Limited Testing for Children Creates a Covid ‘Blind Spot’

Many places forgot about children while building up testing capacity. Now, as schools reopen, many parents can’t find a test nearby.


By Sarah Kliff and Margot Sanger-Katz

When Audrey Blute’s almost 2-year-old son, George, had a runny nose in July, she wanted to do what she felt was responsible: get him tested for coronavirus.

It wasn’t easy.

Ms. Blute, 34, planned to walk to one of Washington, D.C.’s free testing sites — until she learned they do not test children younger than 6. She called her pediatrician’s office, which also declined to test George.

As child care centers and schools reopen, parents are encountering another coronavirus testing bottleneck: Few sites will test children.

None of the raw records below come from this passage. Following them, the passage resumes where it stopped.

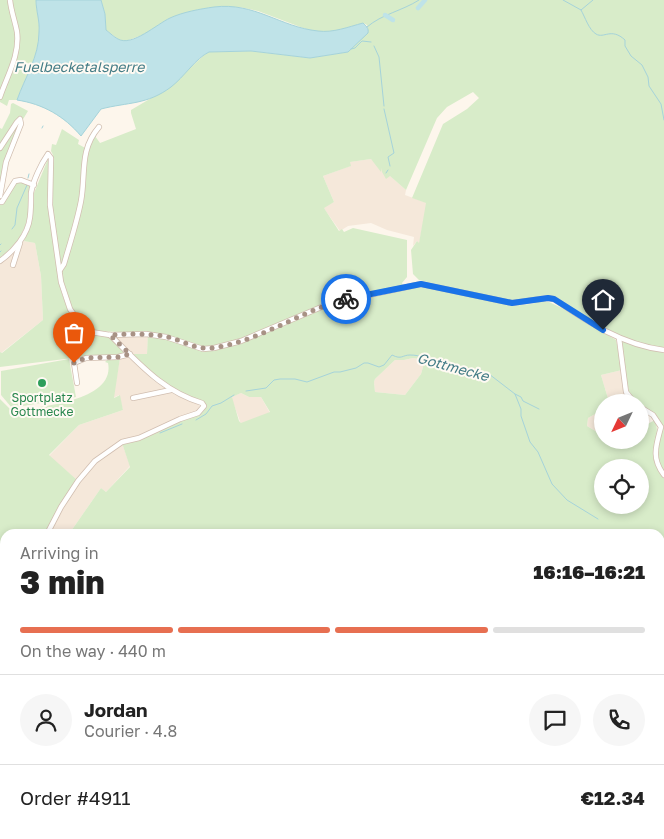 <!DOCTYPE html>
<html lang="en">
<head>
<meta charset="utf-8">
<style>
  :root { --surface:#fff; --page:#f6f6f6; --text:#222; --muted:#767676; --line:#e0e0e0; --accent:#e76f51 }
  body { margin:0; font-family:"Golos Text",sans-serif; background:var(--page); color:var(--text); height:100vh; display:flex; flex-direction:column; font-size:19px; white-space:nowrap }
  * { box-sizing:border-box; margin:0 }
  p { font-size:16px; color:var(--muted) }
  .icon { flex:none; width:28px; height:28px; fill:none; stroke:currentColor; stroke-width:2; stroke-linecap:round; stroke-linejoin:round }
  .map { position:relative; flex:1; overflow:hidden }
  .details { position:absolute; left:0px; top:529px; width:665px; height:311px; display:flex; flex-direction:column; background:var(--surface); border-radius:15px 15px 0 0; box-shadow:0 2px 8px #0003 }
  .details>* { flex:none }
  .needle { width:32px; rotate:227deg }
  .controls { position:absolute; left:594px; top:394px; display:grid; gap:10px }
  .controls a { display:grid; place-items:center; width:55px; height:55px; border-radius:50%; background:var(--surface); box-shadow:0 2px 8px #0003; font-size:25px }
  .pin { position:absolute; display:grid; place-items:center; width:42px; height:42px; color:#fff; margin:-51px -21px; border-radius:50% 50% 50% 0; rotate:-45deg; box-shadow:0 0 5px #0007 }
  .pin .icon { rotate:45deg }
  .courier { position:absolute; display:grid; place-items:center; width:50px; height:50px; margin:-25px; border:4px solid #1a73e8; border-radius:50%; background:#fff; color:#222; box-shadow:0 1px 6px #0007 }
  .headline em { font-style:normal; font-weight:800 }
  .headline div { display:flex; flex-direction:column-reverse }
  .headline { display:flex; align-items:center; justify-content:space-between; height:85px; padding:0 20px }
  h1 { font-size:32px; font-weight:800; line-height:38px }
  .bar { display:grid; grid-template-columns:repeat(4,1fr); gap:8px 5px; align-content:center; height:60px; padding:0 20px }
  .bar i { height:6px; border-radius:4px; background:var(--line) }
  .bar .on { background:var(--accent) }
  .bar p { grid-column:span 4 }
  .line { display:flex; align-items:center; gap:12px; padding:0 20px; border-top:1px solid var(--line) }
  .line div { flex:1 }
  .round { display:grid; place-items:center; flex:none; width:52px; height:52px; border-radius:26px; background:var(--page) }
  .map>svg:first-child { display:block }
</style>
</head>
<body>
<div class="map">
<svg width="664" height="839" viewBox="0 0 664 839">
  <rect width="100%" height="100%" fill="#fdf6ec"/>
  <g fill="#f5e8da">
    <path d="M371,159L406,190L405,195L427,203L419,244L417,241L413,246L414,237L387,230L371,223L348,226L340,231L323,207L334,202L323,176L350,166L349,162Z"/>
    <path d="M24,241L35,243L41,276L43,320L1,353L0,352V264Z"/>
    <path d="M116,336L148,337L147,354H133L117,340Z"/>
    <path d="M130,356L154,381L174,394L199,403L200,408L197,413L188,415L104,452L77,480L49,456L79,425L123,410L119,395L113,398L120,358Z"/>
    <path d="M413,358L425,360L421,374L405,395L375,392L374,382L375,379L395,360H404Z"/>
    <path d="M622,370L624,390L632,402H609L601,375Z"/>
    <path d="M241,393L249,397H261L270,413L241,424L231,397Z"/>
    <path d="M602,410V435L587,426L588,418Z"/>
    <path d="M122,443L130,466L106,492L101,488L69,534H50L63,508L80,482L96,463Z"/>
  </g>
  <g fill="#d8ecc9" fill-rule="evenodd">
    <path d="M0,0H36C36,11 40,21 39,32C39,57 25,77 17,100H9L7,106L0,102Z"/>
    <path d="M101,0H664V348C623,343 590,319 556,297L546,295L511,302L419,280L413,274L411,250L417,241L419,243L426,203L412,198L443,124L467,109L479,98L473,92L447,107L437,118L406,190L390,176L386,179L382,172V168L381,172L371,159L350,162L351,166L323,176L334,202L324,208L339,231L342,229L344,232L353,228L407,240V277L402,283L404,289L428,287L511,306L531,304L542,301L549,302L566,310L616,340L622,370L601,375L609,402H602V410L588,418L587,426L602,435V440L613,442L617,440H640V428L655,420C663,443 642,455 664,477V586H660V534H69L101,488L106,492L130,467L122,443L182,420L197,415L201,413L206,407L203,401C175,392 153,377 133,354H147L148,333L94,331L76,315L71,307L63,281L52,207L53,155L51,151L52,144L56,145L62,129L79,140L78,144L87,149L95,136L100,143L136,129L131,113V110L170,87L204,55L209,52L251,51L310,58L348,52L368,31L367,25L363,23L333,32H318L303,28L258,11L239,7L201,9L170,18L145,34L129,40L123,41L118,39L106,30L105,14ZM413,358L425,360L421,374L405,395L375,392L374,382L375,379L395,360H404ZM241,393L249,397H261L270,412L241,423L239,421L232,397ZM602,468H640V505H602Z"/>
    <path d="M13,103L28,111C13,134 5,159 0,186V128L2,129L10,113L11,104Z"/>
    <path d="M48,159H49L48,175L57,269L62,294L68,308L92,334L109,337L125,352L119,355L83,356L82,358H73L0,367V352L2,353L43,320L41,276L35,243L24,241L32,219L34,193Z"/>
    <path d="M21,182L26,183L31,187C28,221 28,235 0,258V205L2,204L15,183Z"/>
    <path d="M623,341L664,352V473C654,458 659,442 663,426L655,415L640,404V402H637L630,396L620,349V344Z"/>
    <path d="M120,358L114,398L120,395L123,410L79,425L49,455L77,480L45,534H5V552L0,554V399L12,411C37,407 116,402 108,363L105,362L108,359Z"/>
    <path d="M69,359L76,397L12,408L1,395V371Z"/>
    <path d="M664,642V839H150L151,835H660V648Z"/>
    <path d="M0,656L5,657V835H81V839H0Z"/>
  </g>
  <path fill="#bfe3e8" stroke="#a5d3da" d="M36,0H101L105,14L106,30C110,33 114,37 118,39C132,47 157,24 170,18C183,12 200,9 214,7C255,2 280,27 318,31C333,33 348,27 363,23C366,26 369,28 368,33L348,52L310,58L251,51L209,52C196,58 184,77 171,87C147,105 128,102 101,109L81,136C64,116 43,104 17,100C25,77 39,57 39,32C40,21 36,11 36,0Z"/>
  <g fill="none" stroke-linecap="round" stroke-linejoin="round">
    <g stroke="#a5d3da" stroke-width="1">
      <path d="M563,0L581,10L593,0"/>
      <path d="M581,10C585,17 589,30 596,34C604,39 611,27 625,40V46L631,56L642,65L648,77L649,86L661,104L664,120"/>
      <path d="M367,27C382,14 402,11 419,0"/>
      <path d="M374,46L379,57L384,106"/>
      <path d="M351,49L355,48L362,41L371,42"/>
      <path d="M384,109L394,153L388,157L390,166"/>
      <path d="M42,128L43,126"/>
      <path d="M386,173L388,170"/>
      <path d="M28,178L29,174"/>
      <path d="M12,229L15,225L17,208L27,185"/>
      <path d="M0,245L1,244"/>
      <path d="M0,252L1,251"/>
      <path d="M246,391L266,388L274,380L280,379H295L307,382L334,372H340L356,368L364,363H368L379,367L384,365L392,355C402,360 402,355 410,355C420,355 431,359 441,362C454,366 475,380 489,374L515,394L521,409V416L530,442L538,452L552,484L567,500L598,519"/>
      <path d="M515,394L521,397L523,401L539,409"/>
      <path d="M196,420L206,414L212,406L221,403L234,395"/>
      <path d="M160,433L182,424"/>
      <path d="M0,558L5,555"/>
      <path d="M0,562L5,565"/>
    </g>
    <g stroke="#bfe3e8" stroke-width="4.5">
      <path d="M418,8L425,0"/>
      <path d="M385,15L393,20"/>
    </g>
    <defs>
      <g id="street">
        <path d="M0,97C7,76 20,55 17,32C15,21 11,11 10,0"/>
        <path d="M0,148L17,122L20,119L21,124L6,162L0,196"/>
        <path d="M0,202H2L15,181L21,180L34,185"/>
        <path d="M0,261C14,251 28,235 30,217C31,209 31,201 31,193C33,181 41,164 48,154L51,158L50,205L61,282L70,309L79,322L91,332L110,335L146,334L166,337L203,349L214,348L241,341L331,303L421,284L512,303L548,298L554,299C588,322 622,345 664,350"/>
        <path d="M13,265L20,243"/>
        <path d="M60,270L64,264C70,243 77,222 81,201C86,174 79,150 99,127"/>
        <path d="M619,338L626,392L634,402"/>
        <path d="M77,383L74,363L86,358L118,357L130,354"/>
        <path d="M133,398L171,390"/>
        <path d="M640,407L653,415L661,427C656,446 651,458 664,475"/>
        <path d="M47,534L61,507L78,481L95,461L122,442L139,438L180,419L198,413L204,406L202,403C162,391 139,363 110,335"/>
        <path d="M0,619H5"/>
      </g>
      <g id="secondary">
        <path d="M0,590L5,591"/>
        <path d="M100,835L101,839"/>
      </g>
    </defs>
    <use href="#street" stroke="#d1beb0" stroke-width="6"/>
    <use href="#secondary" stroke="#d6c0b0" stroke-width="8"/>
    <use href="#street" stroke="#fff" stroke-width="4.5"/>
    <use href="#secondary" stroke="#fff" stroke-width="6"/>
  </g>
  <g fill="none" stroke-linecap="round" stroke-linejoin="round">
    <path stroke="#a89285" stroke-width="5" stroke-dasharray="0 9" d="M74,363L86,358L118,357L130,354L110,335C129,334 149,333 168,337C183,341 196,350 212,348C259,342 300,311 346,299"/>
    <path stroke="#1a73e8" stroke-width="6" d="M346,299L421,284L512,303L548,298L554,299L603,330"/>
  </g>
  <circle fill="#2e9e5b" stroke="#fffaf3" stroke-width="2" cx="42" cy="383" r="5"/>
  <g text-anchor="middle" stroke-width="4" stroke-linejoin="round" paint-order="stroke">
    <g font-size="12" fill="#27864d" stroke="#fffaf3">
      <text x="42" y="402">Sportplatz<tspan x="42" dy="14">Gottmecke</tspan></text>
    </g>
    <g font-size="14" font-style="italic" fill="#437c86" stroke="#fffaf3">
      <text x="79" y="72">Fuelbecketalsperre</text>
      <text transform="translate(453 367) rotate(15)" y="5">Gottmecke</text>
    </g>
  </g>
</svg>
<div class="controls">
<a><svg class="needle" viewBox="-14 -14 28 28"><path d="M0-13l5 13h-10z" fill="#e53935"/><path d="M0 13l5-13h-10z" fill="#767676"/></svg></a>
<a><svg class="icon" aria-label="locate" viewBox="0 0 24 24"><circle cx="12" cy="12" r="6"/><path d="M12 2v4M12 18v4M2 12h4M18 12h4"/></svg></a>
</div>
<div class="pin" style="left:74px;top:363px;background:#ea580c"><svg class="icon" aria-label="bag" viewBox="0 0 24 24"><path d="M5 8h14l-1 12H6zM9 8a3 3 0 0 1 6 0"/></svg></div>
<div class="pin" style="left:603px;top:330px;background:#1f2937"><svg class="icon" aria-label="home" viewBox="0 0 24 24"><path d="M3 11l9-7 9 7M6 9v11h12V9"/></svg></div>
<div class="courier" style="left:346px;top:299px"><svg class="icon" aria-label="bike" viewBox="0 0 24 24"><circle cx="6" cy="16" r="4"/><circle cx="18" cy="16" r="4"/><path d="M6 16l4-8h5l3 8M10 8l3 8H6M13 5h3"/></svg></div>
<section class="details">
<div class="headline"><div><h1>3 min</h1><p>Arriving in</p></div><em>16:16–16:21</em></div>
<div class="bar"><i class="on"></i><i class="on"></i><i class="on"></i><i></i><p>On the way · 440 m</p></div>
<div class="line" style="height:90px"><a class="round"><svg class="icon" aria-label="person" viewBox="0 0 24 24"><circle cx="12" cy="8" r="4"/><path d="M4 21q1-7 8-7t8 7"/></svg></a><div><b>Jordan</b><p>Courier · 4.8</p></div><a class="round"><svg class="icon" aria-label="chat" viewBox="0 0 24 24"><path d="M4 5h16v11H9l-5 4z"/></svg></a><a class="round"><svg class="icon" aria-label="phone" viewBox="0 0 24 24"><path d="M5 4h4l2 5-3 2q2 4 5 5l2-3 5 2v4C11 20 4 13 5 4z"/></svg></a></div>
<div class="line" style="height:65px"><div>Order #4911</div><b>€12.34</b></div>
</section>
</div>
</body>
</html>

Even in large cities with dozens of test sites, parents are driving long distances and calling multiple centers to track down one accepting children.

The age policies at testing sites reflect a range of concerns, including differences in health insurance, medical privacy rules, holes in test approval, and fears of squirmy or shrieking children.

The limited testing hampers schools’ ability to quickly isolate and trace coronavirus cases among students. It could also create a new burden on working parents, with some schools and child care centers requiring symptomatic children to test negative for coronavirus before rejoining class.

“There is no good reason not to do it in kids,” said Sean O’Leary, a Colorado pediatrician who sits on the American Academy of Pediatrics’ committee on infectious diseases. “It’s a matter of people not being comfortable with doing it.”

Many testing sites, including those run by cities and states, do not test any children, or they set age minimums that exclude young children. The age limits vary widely from place to place. Los Angeles offers public testing without any age minimum, while San Francisco, which initially saw only adults, recently began offering tests to children 13 and older. Dallas sets a cutoff at 5 years old.